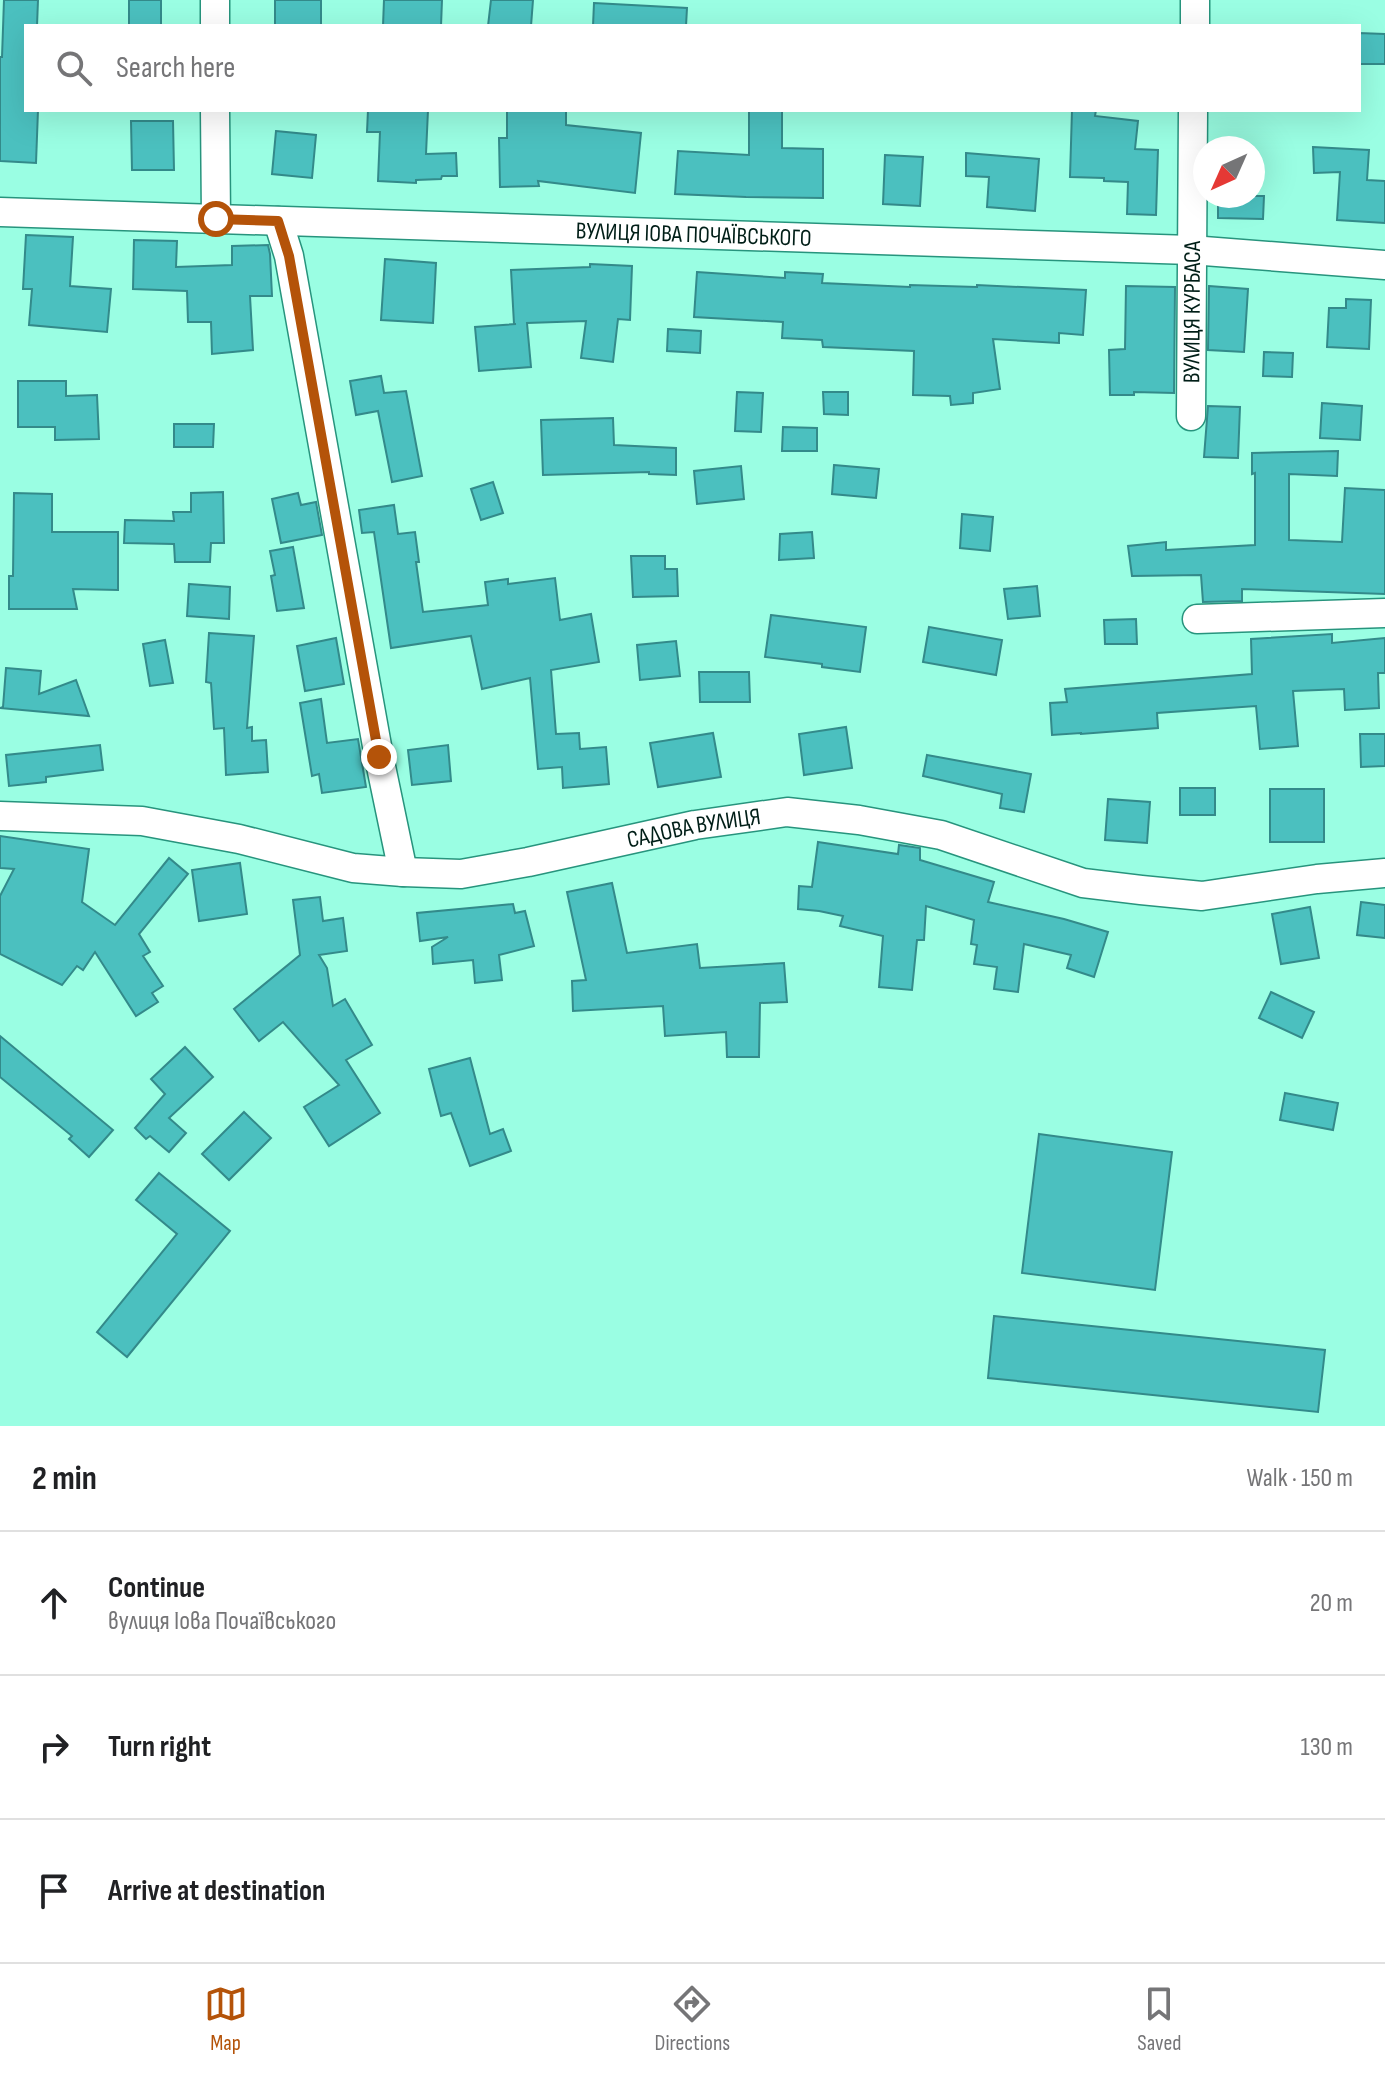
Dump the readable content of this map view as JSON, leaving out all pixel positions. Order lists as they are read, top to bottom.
{
  "streets": {
    "street": ["ВУЛИЦЯ ІОВА ПОЧАЇВСЬКОГО", "ВУЛИЦЯ КУРБАСА", "САДОВА ВУЛИЦЯ"]
  },
  "crossings": [
    ["ВУЛИЦЯ ІОВА ПОЧАЇВСЬКОГО", "ВУЛИЦЯ КУРБАСА"]
  ],
  "north": "bottom left",
  "page": {
    "search": "Search here",
    "heading": ["2 min", "Walk · 150 m"],
    "list": [
      ["Continue", "вулиця Іова Почаївського", "20 m"],
      ["Turn right", "130 m"],
      "Arrive at destination"
    ],
    "nav": ["Map", "Directions", "Saved"]
  }
}
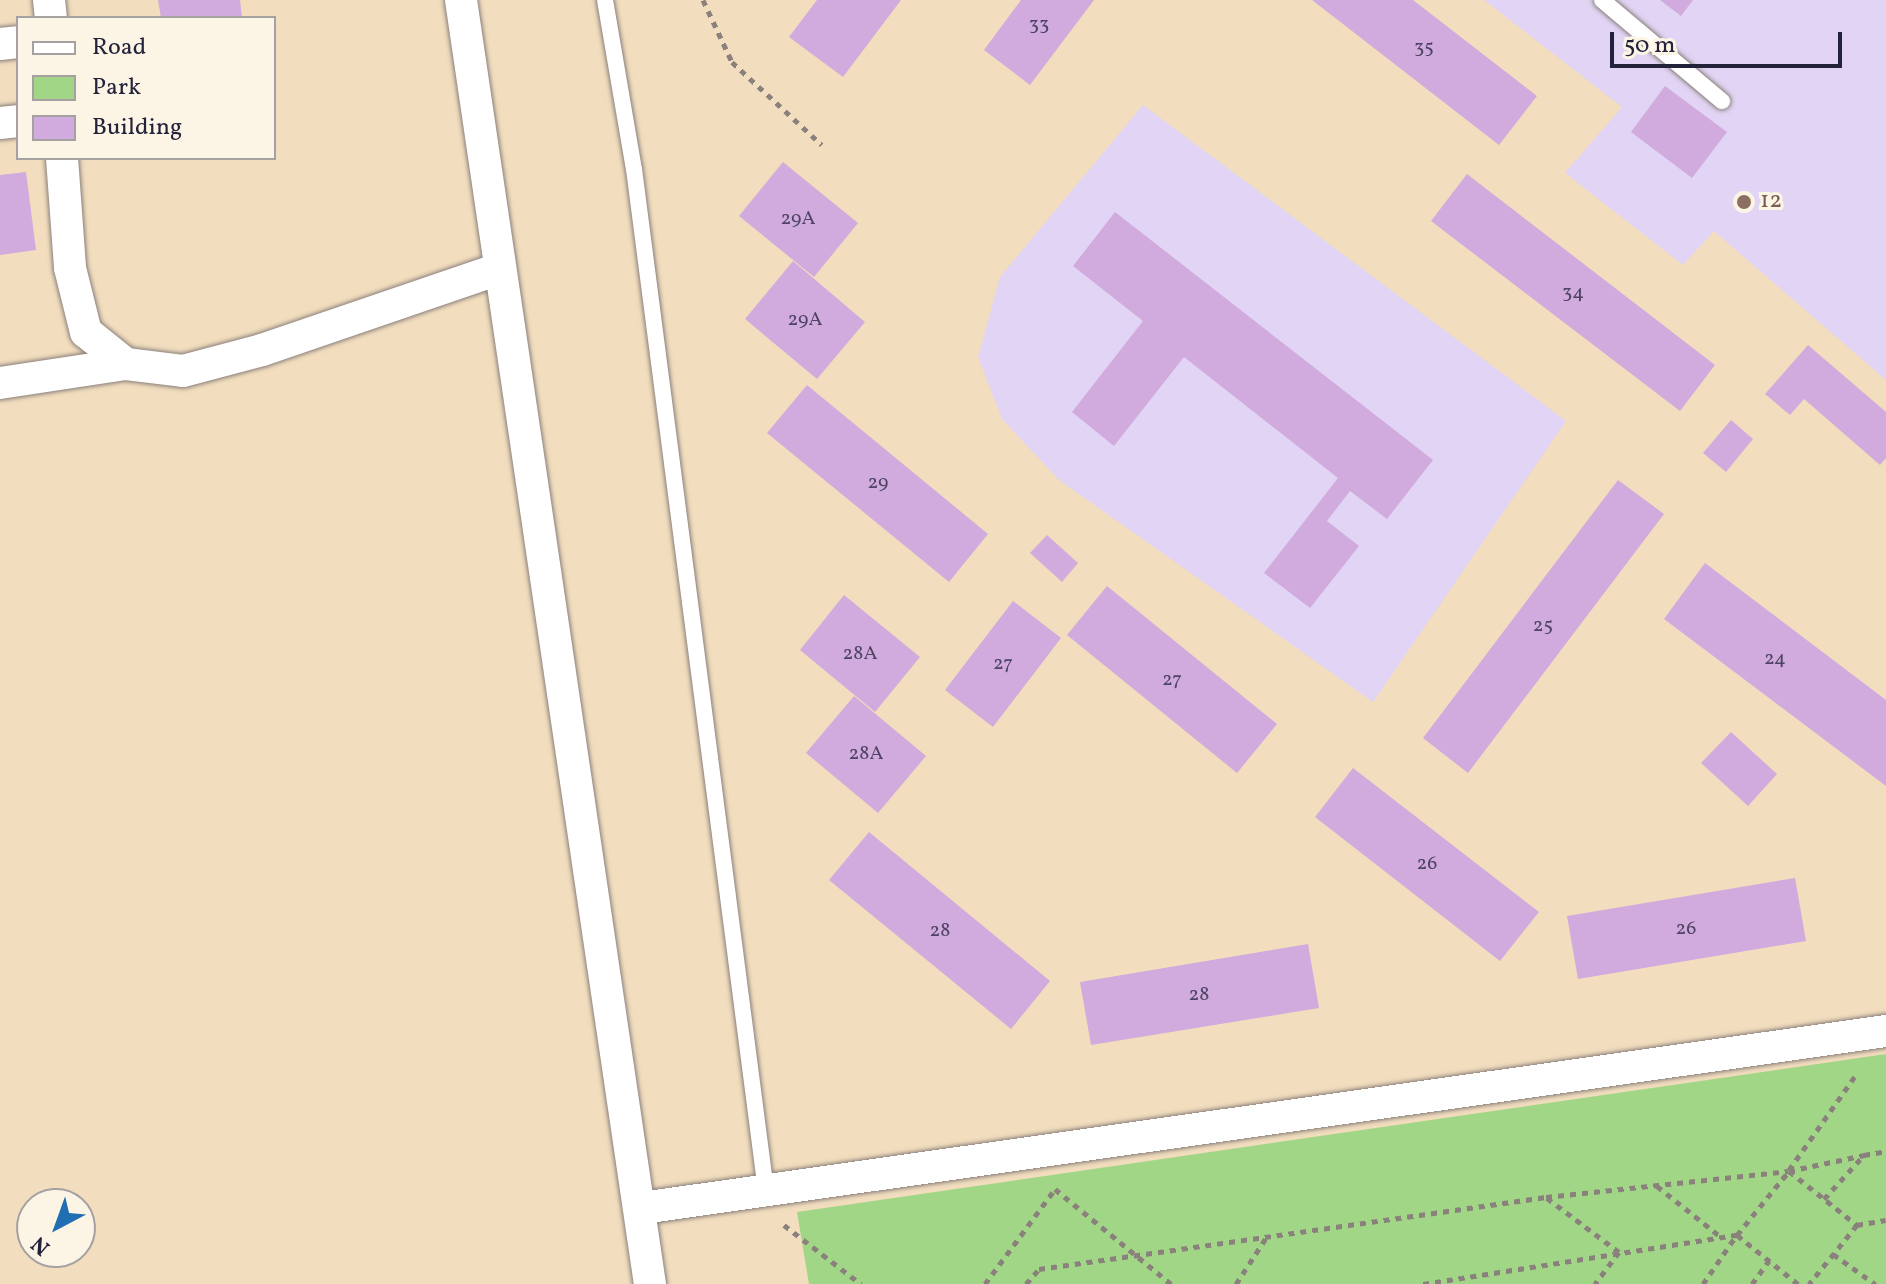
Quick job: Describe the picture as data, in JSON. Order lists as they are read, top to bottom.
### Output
{
  "places": ["12"],
  "house_numbers": [
    "33",
    "35",
    "29A",
    "34",
    "29A",
    "29",
    "25",
    "28A",
    "24",
    "27",
    "27",
    "28A",
    "26",
    "26",
    "28",
    "28"
  ],
  "legend": ["Road", "Park", "Building"],
  "scale_bar": "50 m",
  "north": "bottom left"
}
##############################
Would you output the listing above verbatim, without its pictures?

Dump the readable content of this map view as JSON, leaving out all pixel positions. Order lists as they are read, top to bottom.
{
  "streets": {
    "street": ["ВУЛИЦЯ ІОВА ПОЧАЇВСЬКОГО", "ВУЛИЦЯ КУРБАСА", "САДОВА ВУЛИЦЯ"]
  },
  "crossings": [
    ["ВУЛИЦЯ ІОВА ПОЧАЇВСЬКОГО", "ВУЛИЦЯ КУРБАСА"]
  ],
  "north": "bottom left",
  "page": {
    "search": "Search here",
    "heading": ["2 min", "Walk · 150 m"],
    "list": [
      ["Continue", "вулиця Іова Почаївського", "20 m"],
      ["Turn right", "130 m"],
      "Arrive at destination"
    ],
    "nav": ["Map", "Directions", "Saved"]
  }
}
Quick job: Describe the picture as data, in JSON. Order lists as they are read, top to bottom.
### Output
{
  "places": ["12"],
  "house_numbers": [
    "33",
    "35",
    "29A",
    "34",
    "29A",
    "29",
    "25",
    "28A",
    "24",
    "27",
    "27",
    "28A",
    "26",
    "26",
    "28",
    "28"
  ],
  "legend": ["Road", "Park", "Building"],
  "scale_bar": "50 m",
  "north": "bottom left"
}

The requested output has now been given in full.